You need the OS on the "C" drive as thats where the computer looks for it. Programs can go anywhere you wish. Get a copy of Partition Magic, its much easier than fdisk and you can modify the partitions at anytime.

I have done what you are talking about for the last 15 years, after I got tired of always re-installing everything when moving to the next "latest and greatest" windoz OS.

You really have two choices, either partition one hard drive, which is not my preference, or have two hard drives in the computer. With a laptop this is not an option, so you have to partition. With a desktop this is the best way, especially now as hard drives are so cheap.

The OS is almost always installed on the "C" drive or partition, and I put my data and programs that I know I will be using for a long time there as well.
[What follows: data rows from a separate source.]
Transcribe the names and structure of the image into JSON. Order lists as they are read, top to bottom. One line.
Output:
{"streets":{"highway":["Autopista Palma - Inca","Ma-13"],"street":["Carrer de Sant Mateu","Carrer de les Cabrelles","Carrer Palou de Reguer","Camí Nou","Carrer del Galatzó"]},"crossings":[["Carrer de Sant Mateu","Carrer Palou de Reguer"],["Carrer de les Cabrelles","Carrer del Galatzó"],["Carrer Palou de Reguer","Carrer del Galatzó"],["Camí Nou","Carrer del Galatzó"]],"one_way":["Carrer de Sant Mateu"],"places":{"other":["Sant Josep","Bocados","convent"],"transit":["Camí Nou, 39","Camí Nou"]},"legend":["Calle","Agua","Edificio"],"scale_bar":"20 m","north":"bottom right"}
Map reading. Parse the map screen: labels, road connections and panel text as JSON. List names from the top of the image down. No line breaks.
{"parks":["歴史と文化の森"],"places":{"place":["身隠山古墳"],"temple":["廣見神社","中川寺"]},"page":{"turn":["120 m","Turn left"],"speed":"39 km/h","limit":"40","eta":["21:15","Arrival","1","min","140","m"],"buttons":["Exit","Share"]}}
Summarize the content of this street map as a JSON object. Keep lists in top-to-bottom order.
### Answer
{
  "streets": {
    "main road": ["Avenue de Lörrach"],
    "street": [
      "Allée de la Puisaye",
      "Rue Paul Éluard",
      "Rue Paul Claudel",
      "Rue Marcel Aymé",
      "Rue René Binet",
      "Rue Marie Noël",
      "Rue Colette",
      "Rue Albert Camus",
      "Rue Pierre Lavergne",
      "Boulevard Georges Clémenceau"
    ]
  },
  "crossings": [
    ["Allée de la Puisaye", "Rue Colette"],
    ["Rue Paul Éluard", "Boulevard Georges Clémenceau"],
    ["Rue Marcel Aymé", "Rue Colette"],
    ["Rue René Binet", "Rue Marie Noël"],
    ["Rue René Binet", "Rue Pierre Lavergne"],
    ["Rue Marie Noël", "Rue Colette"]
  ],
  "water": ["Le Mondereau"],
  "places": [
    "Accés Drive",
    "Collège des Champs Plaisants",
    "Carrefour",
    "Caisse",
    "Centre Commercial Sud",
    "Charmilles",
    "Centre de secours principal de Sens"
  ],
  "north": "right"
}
To boot, all my data, like documents and photos always go on the "D" drive. This way I have no heartburn in formatting the "C" drive as needed. All I have to back up off of "C" is my Outlook data file, bookmarks and cookies. The rest of the data resides on "D" drive and is not touched in a format situation.

What I do after this is I used to burn a CD (now a DVD) for backup, but the last year I have gotten a USB external hard drive and simply back up the "D" drive and above data from the "C" drive onto the external source. THEN as a futher backup I have my laptop that I carry with me on the road and all three are networked together. The laptop is as well backed up on the USB drive, but this also means that the majority of the information is as well backed up on the laptop. Three systems are not going to go down at once, so most of my information will be saved.

Frostbite,

The Dell customers have the luxury of a Dell "restore" CD, which has the OS already on it. Once you have backed up your data, simply put the CD in the drive and reboot the computer. It should boot off of the CD and follow the prompts to format the hard drive and restore not only the OS but all the installed programs AND the drivers. Much easier.

Only change I do with this is to Fdisk (or use Partition magic, much better) to partition the hard drive on my Dell laptop into two partitions. Then the Dell CD asks if you want to restore the partition format to factory, say no, and it installs everything on the "C" drive, keeping your "D" drive for data.